Twitter has estimated in a filing earlier this month that fewer than 5% of its monetizable daily active users (mDAUs) are bots or spam accounts, but Musk believes that the number could be as high as 20%.
“My offer was based on Twitter’s SEC filings being accurate,” Musk tweeted early Tuesday morning. “Yesterday, Twitter’s CEO publicly refused to show proof of <5%. This deal cannot move forward until he does.”
20% fake/spam accounts, while 4 times what Twitter claims, could be *much* higher.
My offer was based on Twitter’s SEC filings being accurate.
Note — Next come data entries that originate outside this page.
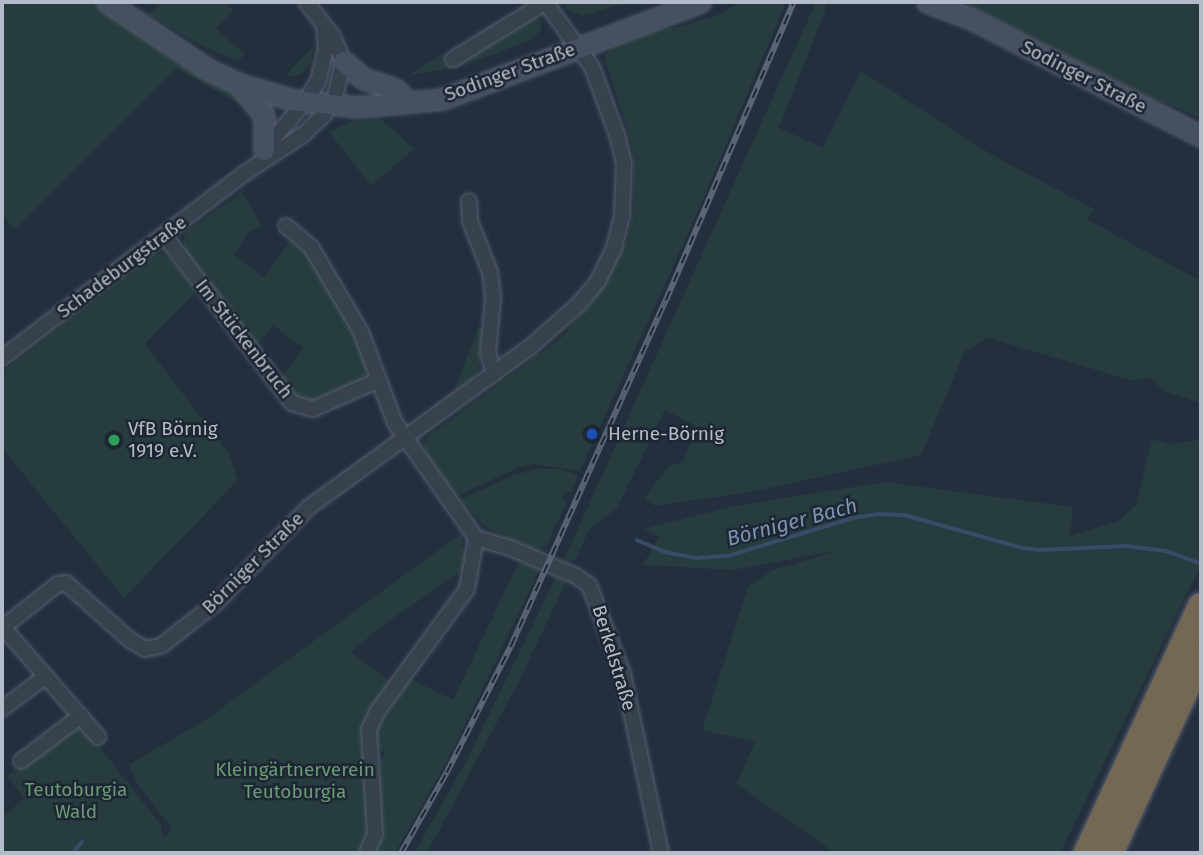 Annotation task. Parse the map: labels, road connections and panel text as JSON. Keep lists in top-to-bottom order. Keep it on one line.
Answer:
{"streets":{"main road":["Sodinger Straße"],"street":["Schadeburgstraße","Im Stückenbruch","Börniger Straße","Berkelstraße"]},"crossings":[["Sodinger Straße","Schadeburgstraße"],["Schadeburgstraße","Im Stückenbruch"]],"water":["Börniger Bach"],"parks":["Kleingärtnerverein Teutoburgia","Teutoburgia Wald"],"places":["Herne-Börnig","VfB Börnig 1919 e.V."]} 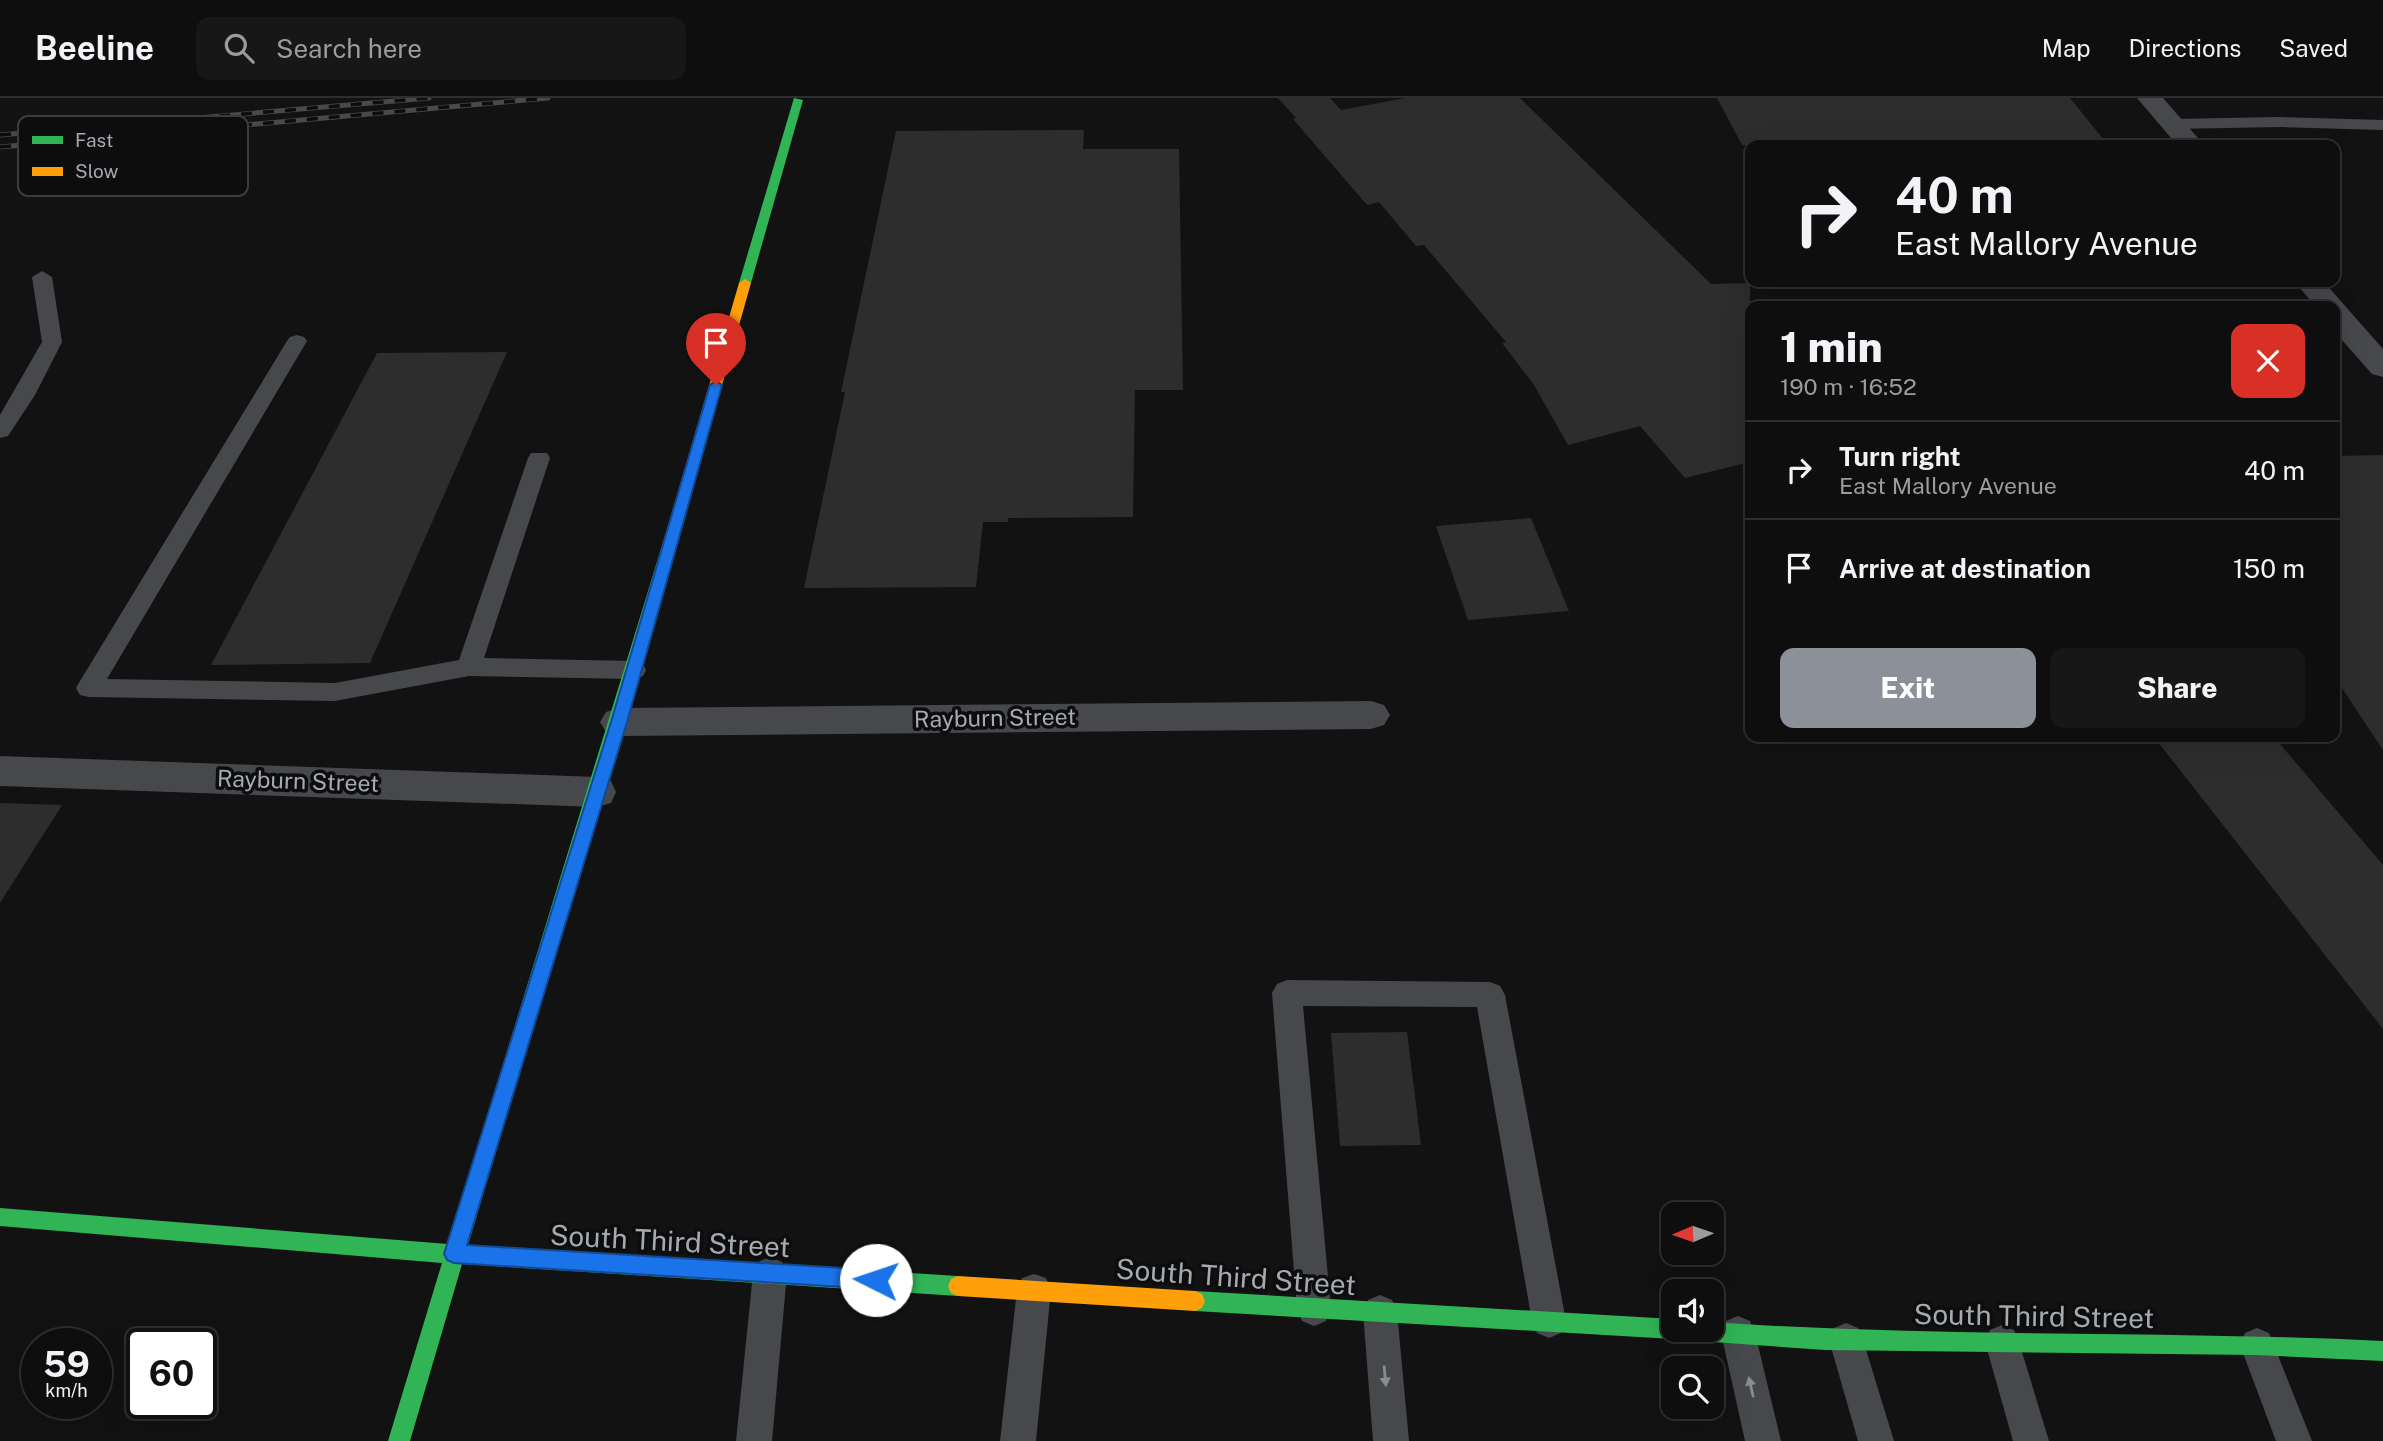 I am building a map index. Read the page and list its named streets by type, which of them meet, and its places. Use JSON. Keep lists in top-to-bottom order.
{
  "streets": {
    "main road": ["South Third Street"],
    "street": ["Rayburn Street"]
  },
  "legend": ["Fast", "Slow"],
  "north": "left",
  "page": {
    "header": "Beeline",
    "search": "Search here",
    "nav": ["Map", "Directions", "Saved"],
    "turn": ["40 m", "East Mallory Avenue"],
    "heading": ["1 min", "190 m · 16:52"],
    "list": [
      {
        "name": "Turn right",
        "note": "East Mallory Avenue",
        "value": "40 m"
      },
      {
        "name": "Arrive at destination",
        "value": "150 m"
      }
    ],
    "buttons": ["Exit", "Share"],
    "speed": "59 km/h",
    "limit": "60"
  }
} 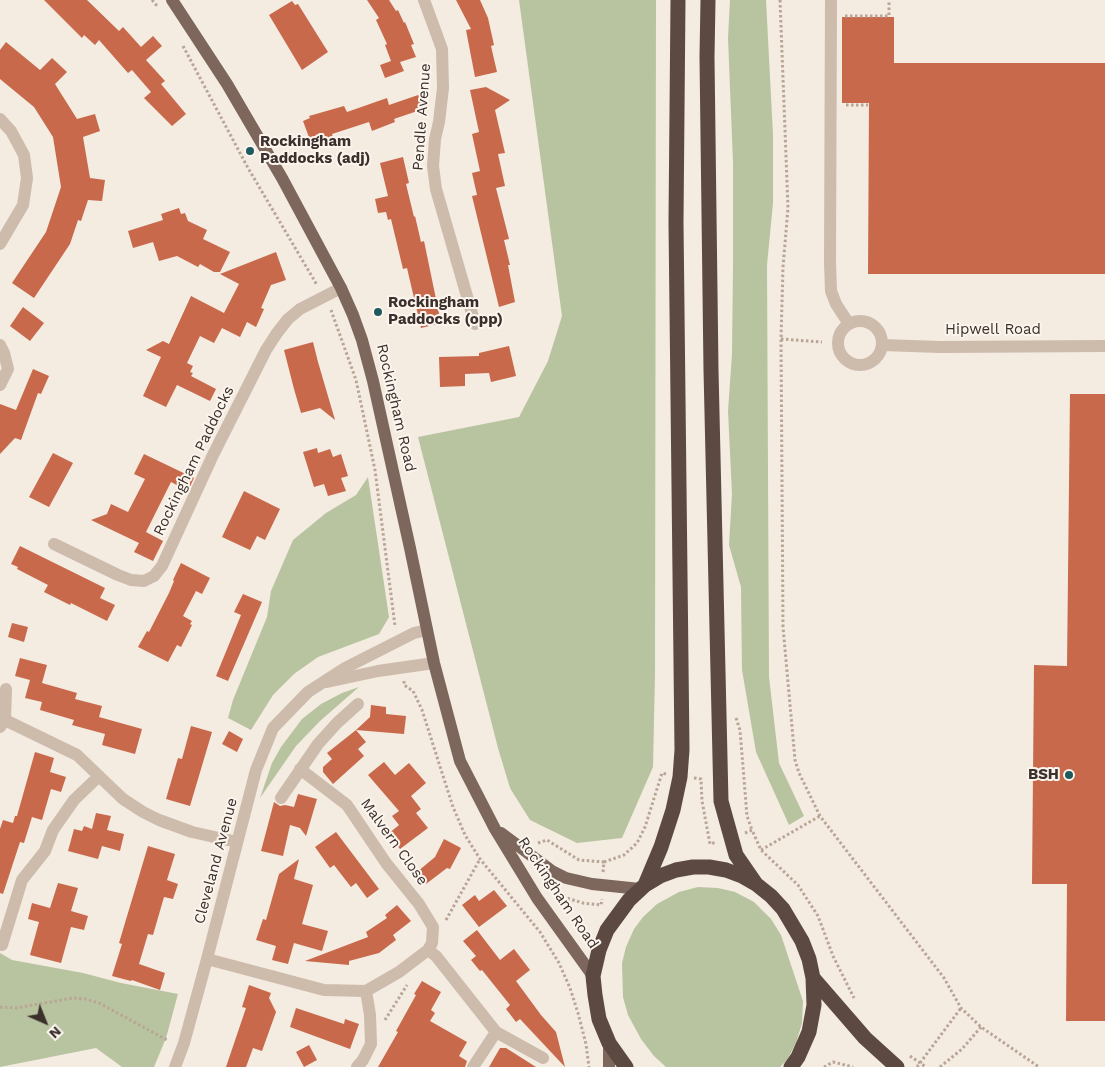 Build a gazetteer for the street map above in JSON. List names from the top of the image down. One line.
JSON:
{"streets":{"main road":["Rockingham Road"],"street":["Pendle Avenue","Hipwell Road","Rockingham Paddocks","Malvern Close","Cleveland Avenue"]},"crossings":[["Rockingham Road","Rockingham Paddocks"],["Rockingham Road","Cleveland Avenue"]],"places":["Rockingham Paddocks (adj)","Rockingham Paddocks (opp)","BSH"],"north":"bottom right"}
Yesterday, Twitter’s CEO publicly refused to show proof of <5%.
This deal cannot move forward until he does.
— Elon Musk (@elonmusk) May 17, 2022
Just after Musk expressed his concerns on the exact number of spam accounts on the platform, Twitter made an announcement, stressing the company’s commitment “to completing the transaction on the agreed price and terms as promptly as practicable.”
A lower TWTR price?
Musk’s tweet raises the question: why would everyone’s favorite billionaire be interested in buying Twitter if he believes that a large portion of the platform’s users are not real people?
One possible explanation is that Musk believes that he can clean up the platform by getting rid of fake and spam accounts. This would make Twitter a more valuable and trustworthy social media platform, which could lead to more people using it.
Alternatively, Musk may simply believe that Twitter is undervalued by the market and that it has potential to grow in the future.
It could also be – and this is the most likely scenario – that the Tesla and SpaceX chief is trying to negotiate a lower price-per-share offer for the platform. This shouldn’t come as a surprise, considering the recent market sell-off.
Overall, the tech-heavy Nasdaq is down 25.45% since the beginning of the year- followed by the S&P and the Dow Jones with 15.91% and 11.32%, respectively
In fact, Jefferies’ equity analyst Brent Thilla thinks that Musk is likely trying to take advantage of the market’s steep sell-off.
In a research note, Thilla said that Musk has realized “that he may be overpaying for the asset” and that he’s using the argument of fake Twitter accounts “as an excuse to pay below $54.20/share.”
It’s unclear what will happen next, but one thing is for sure: Musk is always keeping us on our toes.
As of writing, Twitter shares are down less than one percent at $37.16. Ticker is down 13.54% year-to-date and about 30% year-over-year.
The $29 billion market cap company trades in a 52-week range of $31.30 – $73.34.